In Pandemic, you and up to three compatriots take on the role of intrepid germ-busting healthcare workers, trotting around the globe knocking disease cubes off the board while managing a hand of cards that could lead to a potential cure. Pandemic isn’t the first cooperative board game, but its rules are as clean as its theme is contaminated, making it an easy one to pick up. If you’ve never played a co-op game before, the concept of a non-intelligent, non-digital deck of cards that beats humans could be a hard one to grasp. But consider Pandemic’s stack of infect cards like the deck of 52 playing cards in War: This isn’t so much decision-making as it is predestiny. For a game where it’s human heads against randomization, Pandemic can be tough, particularly on novices. But when you finally cure all the diseases ravaging the earth, beating a stupid deck of cards never felt so sweet.

Flickr.com/Heath

Power Grid

There are well-balanced games, in which players of equal skill will stay neck-and-neck until the bitter end.

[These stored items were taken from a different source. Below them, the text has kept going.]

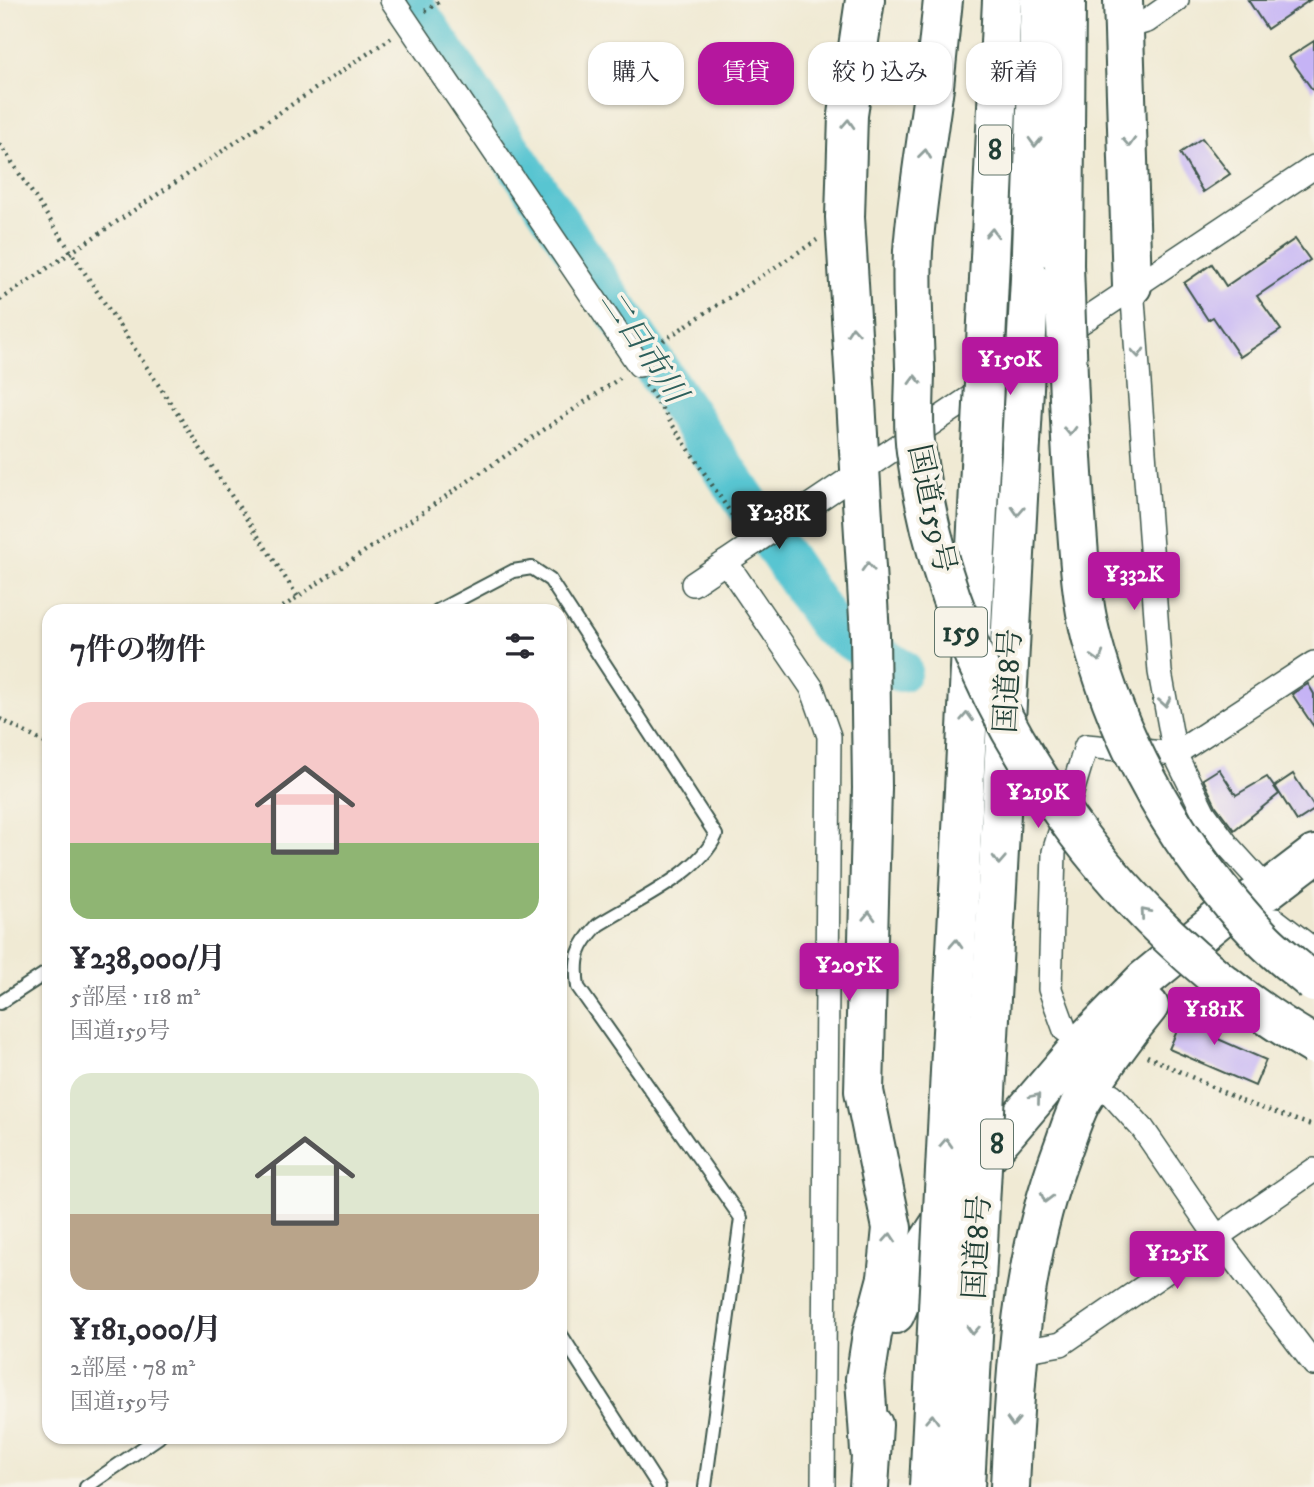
<!DOCTYPE html>
<html lang="ja">
<head>
<meta charset="utf-8">
<style>
	body { margin:0; font-family:"IM FELL DW Pica","Noto Serif JP",serif; background:#f2f2f3; color:#2b2b33; height:100vh; display:flex; flex-direction:column; font-size:26px; white-space:nowrap }
	* { box-sizing:border-box; margin:0 }
	p { font-size:23px; color:#7c7c81 }
	.icon { flex:none; width:38px; height:38px; fill:none; stroke:currentColor; stroke-width:2; stroke-linecap:round; stroke-linejoin:round }
	.map { position:relative; flex:1; overflow:hidden }
	.details { position:absolute; left:42px; top:604px; width:525px; height:840px; display:flex; flex-direction:column; background:#fff; border-radius:21px; box-shadow:0 2px 5px #0004 }
	.details>* { flex:none }
	.top-card { position:absolute; left:588px; top:42px; width:620px; height:63px; display:flex; gap:14px }
	.price { position:absolute; translate:-50% -60px; padding:0 16px; border-radius:7px; background:#b5179e; color:#fff; font-size:23px; line-height:46px; filter:drop-shadow(0 2px 4px #0008) }
	.price::after { content:''; position:absolute; left:50%; top:42px; width:21px; height:16px; margin-left:-10px; background:inherit; clip-path:polygon(0 0,100% 0,50% 100%) }
	.price.selected { background:#222; color:#fff }
	ul { padding:0; list-style:none }
	li { display:grid; align-content:center; gap:14px; height:371px; padding:0 28px }
	li span { display:grid; place-items:center; height:217px; border-radius:21px; color:#555 }
	li>.icon { margin-inline-start:auto }
	span .icon { width:126px; height:126px; fill:#fffc; stroke-width:1 }
	li b { font-size:30px }
	h2 { display:flex; justify-content:space-between; align-items:center; height:84px; padding:0 28px; font-size:30px }
	.chip { padding:0 24px; border-radius:21px; background:#fff; box-shadow:0 2px 5px #0004; font-size:24px; line-height:63px }
	.chip.selected { background:#b5179e; color:#fff }
	.map>svg:first-child { display:block }
	.lines { fill:none; stroke-linecap:round; stroke-linejoin:round }
	.river { stroke:#58c5d1; stroke-width:44 }
	.building { fill:#c5b3f5 }
	.lane-casing { stroke:#3e574c; stroke-width:16 }
	.street-casing { stroke:#3e574c; stroke-width:26 }
	.highway-casing { stroke:#3e574c; stroke-width:42 }
	.path { stroke:#3e574c; stroke-width:4.5; stroke-dasharray:2 5; stroke-linecap:butt }
	.lane { stroke:#fff; stroke-width:12 }
	.street { stroke:#fff; stroke-width:23 }
	.highway { stroke:#fff; stroke-width:38 }
	.highway-bridge-casing { stroke:#3e574c; stroke-width:42; stroke-linecap:butt }
	.highway-bridge { stroke:#fff; stroke-width:38 }
	.oneway { stroke:#8f9e9a }
	.labels { text-anchor:middle; dominant-baseline:central; stroke-width:7; stroke-linejoin:round; paint-order:stroke }
	.shield { fill:#f7f3e8; stroke:#60746a; stroke-width:2 }
	.shield-label { font-size:28px; font-weight:bold; fill:#1f3d34 }
	.street-label { font-size:30px; fill:#1f3d34; stroke:#f7f3e8 }
	.water-label { font-size:32px; font-style:italic; fill:#2d5f5b; stroke:#f7f3e8 }
</style>
</head>
<body>
<div class="map">
<svg width="1314" height="1487" viewBox="0 0 1314 1487">
	<rect width="100%" height="100%" fill="#f7f3e8"/>
	<filter id="ink" filterUnits="userSpaceOnUse"><feTurbulence type="fractalNoise" baseFrequency=".0143" numOctaves="2"/><feDisplacementMap in="SourceGraphic" scale="14" xChannelSelector="R" yChannelSelector="G"/><feConvolveMatrix kernelMatrix="1 2 1 2 8 2 1 2 1" color-interpolation-filters="sRGB"/></filter>
	<filter id="wash" filterUnits="userSpaceOnUse"><feTurbulence type="fractalNoise" baseFrequency=".00686" numOctaves="4" result="noise"/><feDisplacementMap in="SourceGraphic" scale="28" xChannelSelector="R" yChannelSelector="G"/><feGaussianBlur stdDeviation="1.57" result="paint"/><feColorMatrix in="noise" values="0 0 0 0 0 0 0 0 0 0 0 0 0 0 0 0 0 1.4 0 .05"/><feComposite in="paint" operator="in"/></filter>
	<g filter="url(#wash)">
		<rect width="100%" height="100%" fill="#f0ead4"/>
		<g class="lines">
			<!-- river -->
			<polyline class="river" points="408,0 828,623 900,670"/>
		</g>
		<g id="blocks">
			<!-- building -->
			<g class="building">
				<polygon points="1248,0 1310,0 1267,29"/>
				<polygon points="1314,41 1314,92 1289,57"/>
				<polygon points="1202,138 1230,174 1203,192 1180,153"/>
				<polygon points="1295,239 1310,260 1257,296 1281,330 1240,357 1213,317 1208,320 1184,283 1212,264 1226,286"/>
				<polygon points="1308,684 1314,694 1314,727 1292,694"/>
				<polygon points="1219,769 1236,795 1267,777 1279,794 1234,830 1216,806 1203,779"/>
				<polygon points="1293,774 1314,807 1314,810 1297,821 1275,786"/>
				<polygon points="1189,1004 1226,1020 1218,1039 1266,1060 1255,1086 1169,1049"/>
			</g>
		</g>
	</g>
	<g filter="url(#ink)">
		<use href="#blocks" fill-opacity="0" stroke="#3e574c" stroke-width="2"/>
		<g class="lines">
			<defs>
				<g id="lane">
					<path d="M437,611L513,571L532,568L550,580L716,835C699,874 634,902 598,925C578,946 574,958 578,987L741,1218L705,1487"/>
					<polyline points="0,1003 49,971"/>
					<polyline points="560,1333 659,1487"/>
					<polyline points="86,1487 159,1437"/>
				</g>
				<g id="street">
					<polyline points="392,0 639,365"/>
					<polyline points="1123,28 1147,21 1177,0"/>
					<polyline points="1132,286 1160,672 1175,754 1204,813 1228,846 1268,890"/>
					<polyline points="1020,363 1314,167"/>
					<polyline points="726,562 812,688 829,736 823,1487"/>
					<polyline points="693,584 989,385"/>
					<polyline points="1275,920 1314,950"/>
					<polyline points="1065,1030 1050,989 1054,852 1086,746 1175,754 1314,663"/>
					<polyline points="1112,1095 1143,1129 1217,1237 1314,1364"/>
					<polyline points="1016,1352 1061,1344 1314,1170"/>
				</g>
				<g id="highway">
					<polyline points="865,0 848,115 845,217 870,635 872,788 864,1091 892,1228 887,1278 872,1334 865,1379 870,1451"/>
					<polyline points="1123,0 1132,286"/>
					<polyline points="934,86 943,0"/>
					<polyline points="1064,265 1066,0"/>
					<polyline points="1030,279 1040,0"/>
					<polyline points="988,301 1002,0"/>
					<polyline points="953,1012 980,467"/>
					<polyline points="990,1017 1021,443"/>
					<polyline points="895,1314 921,1253 973,1172 1088,1037 1144,980 1221,917 1268,890 1314,855"/>
					<polyline points="869,1487 873,1425"/>
					<path d="M1010,1487C1015,1372 1021,1260 1062,1151C1068,1135 1073,1117 1081,1102C1101,1068 1124,1036 1149,1006"/>
				</g>
			</defs>
			<!-- lane casing -->
			<use href="#lane" class="lane-casing"/>
			<!-- street casing -->
			<use href="#street" class="street-casing"/>
			<!-- highway casing -->
			<use href="#highway" class="highway-casing"/>
			<!-- path -->
			<g class="path">
				<polyline points="425,11 442,0"/>
				<polyline points="0,144 298,597"/>
				<polyline points="0,300 391,38"/>
				<polyline points="655,352 664,340 817,240"/>
				<polyline points="646,385 740,527"/>
				<polyline points="277,611 620,378"/>
				<polyline points="0,719 49,745"/>
				<polyline points="1147,1056 1244,1102 1314,1126"/>
			</g>
			<!-- lane -->
			<use href="#lane" class="lane"/>
			<!-- street -->
			<use href="#street" class="street"/>
			<!-- highway -->
			<use href="#highway" class="highway"/>
			<defs>
				<g id="highway-bridge">
					<path d="M934,86C927,141 917,196 913,251C911,290 914,330 915,368C915,395 912,425 916,451C948,690 1105,925 1314,1045"/>
					<path d="M1064,265C1067,348 1069,432 1076,515C1079,555 1081,597 1091,636C1120,748 1181,853 1262,938C1277,954 1297,968 1314,983"/>
					<polyline points="1021,443 1030,279"/>
					<polyline points="980,467 988,301"/>
					<polyline points="929,1487 953,1012"/>
					<polyline points="965,1487 990,1017"/>
				</g>
			</defs>
			<!-- highway-bridge casing -->
			<use href="#highway-bridge" class="highway-bridge-casing"/>
			<!-- highway-bridge -->
			<use href="#highway-bridge" class="highway-bridge"/>
		</g>
		<!-- one-way arrows -->
		<defs><path id="oneway-chevron" d="M-2-3.5L2.5 0L-2 3.5" fill="none" stroke-width="1.6" stroke-linecap="round" stroke-linejoin="round" transform="scale(1.75)"/></defs>
		<g class="oneway">
			<use href="#oneway-chevron" transform="translate(848 124) rotate(-87)"/>
			<use href="#oneway-chevron" transform="translate(1035 142) rotate(92)"/>
			<use href="#oneway-chevron" transform="translate(1129 142) rotate(87)"/>
			<use href="#oneway-chevron" transform="translate(925 154) rotate(-83)"/>
			<use href="#oneway-chevron" transform="translate(992 233) rotate(-87)"/>
			<use href="#oneway-chevron" transform="translate(853 331) rotate(-94)"/>
			<use href="#oneway-chevron" transform="translate(1138 353) rotate(85)"/>
			<use href="#oneway-chevron" transform="translate(915 380) rotate(-91)"/>
			<use href="#oneway-chevron" transform="translate(1070 431) rotate(88)"/>
			<use href="#oneway-chevron" transform="translate(1018 511) rotate(93)"/>
			<use href="#oneway-chevron" transform="translate(868 567) rotate(-92)"/>
			<use href="#oneway-chevron" transform="translate(1098 657) rotate(73)"/>
			<use href="#oneway-chevron" transform="translate(1165 702) rotate(80)"/>
			<use href="#oneway-chevron" transform="translate(967 717) rotate(-87)"/>
			<use href="#oneway-chevron" transform="translate(999 860) rotate(93)"/>
			<use href="#oneway-chevron" transform="translate(1145 913) rotate(-131)"/>
			<use href="#oneway-chevron" transform="translate(869 916) rotate(-88)"/>
			<use href="#oneway-chevron" transform="translate(956 944) rotate(-87)"/>
			<use href="#oneway-chevron" transform="translate(1036 1098) rotate(-50)"/>
			<use href="#oneway-chevron" transform="translate(946 1143) rotate(-87)"/>
			<use href="#oneway-chevron" transform="translate(1046 1198) rotate(105)"/>
			<use href="#oneway-chevron" transform="translate(890 1238) rotate(-86)"/>
			<use href="#oneway-chevron" transform="translate(973 1330) rotate(93)"/>
			<use href="#oneway-chevron" transform="translate(932 1419) rotate(-87)"/>
			<use href="#oneway-chevron" transform="translate(1013 1422) rotate(92)"/>
		</g>
	</g>
	<g class="labels">
		<!-- shield labels -->
		<g class="shield">
			<rect x="979" y="125.5" width="32" height="49" rx="5"/>
			<rect x="935" y="607.5" width="52" height="49" rx="5"/>
			<rect x="981" y="1119.5" width="32" height="49" rx="5"/>
		</g>
		<g class="shield-label">
			<text x="995" y="150">8</text>
			<text x="961" y="632">159</text>
			<text x="997" y="1144">8</text>
		</g>
		<!-- street labels -->
		<g class="street-label">
			<text transform="translate(931 509) rotate(78)">国道159号</text>
			<text transform="translate(1009 681) rotate(-87)">国道8号</text>
			<text transform="translate(978 1247) rotate(-87)">国道8号</text>
		</g>
		<!-- water labels -->
		<g class="water-label">
			<text transform="translate(642 347) rotate(56)">二日市川</text>
		</g>
	</g>
</svg>
<b class="price" style="left:1010px;top:397px">¥150K</b>
<b class="price selected" style="left:779px;top:551px">¥238K</b>
<b class="price" style="left:1134px;top:612px">¥332K</b>
<b class="price" style="left:1038px;top:830px">¥219K</b>
<b class="price" style="left:849px;top:1003px">¥205K</b>
<b class="price" style="left:1214px;top:1047px">¥181K</b>
<b class="price" style="left:1177px;top:1291px">¥125K</b>
<div class="top-card">
<a class="chip">購入</a>
<a class="chip selected">賃貸</a>
<a class="chip">絞り込み</a>
<a class="chip">新着</a>
</div>
<section class="details">
<h2>7件の物件<svg class="icon" aria-label="filters" viewBox="0 0 24 24"><path d="M4 7h16M4 17h16"/><circle cx="9" cy="7" r="2"/><circle cx="15" cy="17" r="2"/></svg></h2>
<ul>
<li><span style="background:linear-gradient(#f6c9c9 65%,#8fb573 0)"><svg class="icon" aria-label="home" viewBox="0 0 24 24"><path d="M3 11l9-7 9 7M6 9v11h12V9"/></svg></span><div><b>¥238,000/月</b><p>5部屋 · 118 m²</p><p>国道159号</p></div></li>
<li><span style="background:linear-gradient(#dfe7d0 65%,#b9a48a 0)"><svg class="icon" aria-label="home" viewBox="0 0 24 24"><path d="M3 11l9-7 9 7M6 9v11h12V9"/></svg></span><div><b>¥181,000/月</b><p>2部屋 · 78 m²</p><p>国道159号</p></div></li>
</ul>
</section>
</div>
</body>
</html>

And then there’s Power Grid. A game in the cutthroat world of running power plants and distributing energy, Power Grid is what happens if you were to take the rubber-banding effect of, say, Mario Kart, and translate that onto the tabletop. Players who surge ahead in Power Grid find themselves a disadvantage — if you’re winning, perhaps you don’t get that shiny new windmill, or your coal is more expensive than everyone else’s. The result, like the Mario Kart race in which a red shell power-up means everyone’s back in it, is a game where everyone feels they have a shot at winning. You can try to out-game the game by sandbagging as you go, but there’s no guarantee you’ll be able to pull ahead in time.

The Resistance: Avalon

Arthurian subterfuge meets old-school party game Mafia in The Resistance: Avalon. It’s the game on this list that works best with more than four heads, as you end up with two teams of people who aren’t entirely sure who to trust. Mordred and assassins try to derail quests by preying on gullibility of the good knights — choose wisely, or you’ll end up with a traitor in your midst. The wrinkle here is that one player sands down the asymmetrical information edge by taking on the role of Merlin. He knows who the assassins are, but can’t tip his hand too heavily, in case the assassins figure out Merlin’s identity. It boils down to a game of communication: Accusations fly, fingers wag, egos bruise. Fun!

Agricola

A Euro-style game like Catan, Agricola is deceptively non-confrontational. You take on the role of a small agrarian family; your goal is to grow your farm, nurture your bloodline, and feed everyone all the while. The problem is one of scarcity: There’s a pool of actions, shared by you and your opponents, that you’ll have to choose from. But once someone takes that move — a pile of wood you’ve been eying to build fences, or a cluster of sheep you need to eat — it’s gone till the next round. It’s a bit like a fantasy sports draft, or choosing teams for playground kickball: If your opponents know what’s up, you’ll never be able to take all the best. Agricola is, perhaps, the toughest game on this list to learn; in order to be competitive, you have to find balance on the farm.

Flickr.com/Neil McIntosh

There are plenty more games, of course, that didn’t make the list. (BoardGameGeek, the ur-resource for ranking and talking about board games, lists some 80,000 games.) For the lighthearted and younger gamers, there’s the dexterity-testing Galaxy Trucker or monster-smashing, dice-rolling King of Tokyo; Dominion, a game where you and your opponents draft decks from the cards laying out in front of you; and Quantum, an elegantly designed game of solar system domination where dice are starfighters. Once you’ve graduated from these, a cardboard world awaits. Don’t thank me till you’ve conquered the orc-filled cities of Mage Knight or you find yourself staring down the U.S.S.R. in the peerless Twilight Struggle.

Then, maybe, telling someone their foreign policy is on Monopoly’s level actually becomes a sicker burn.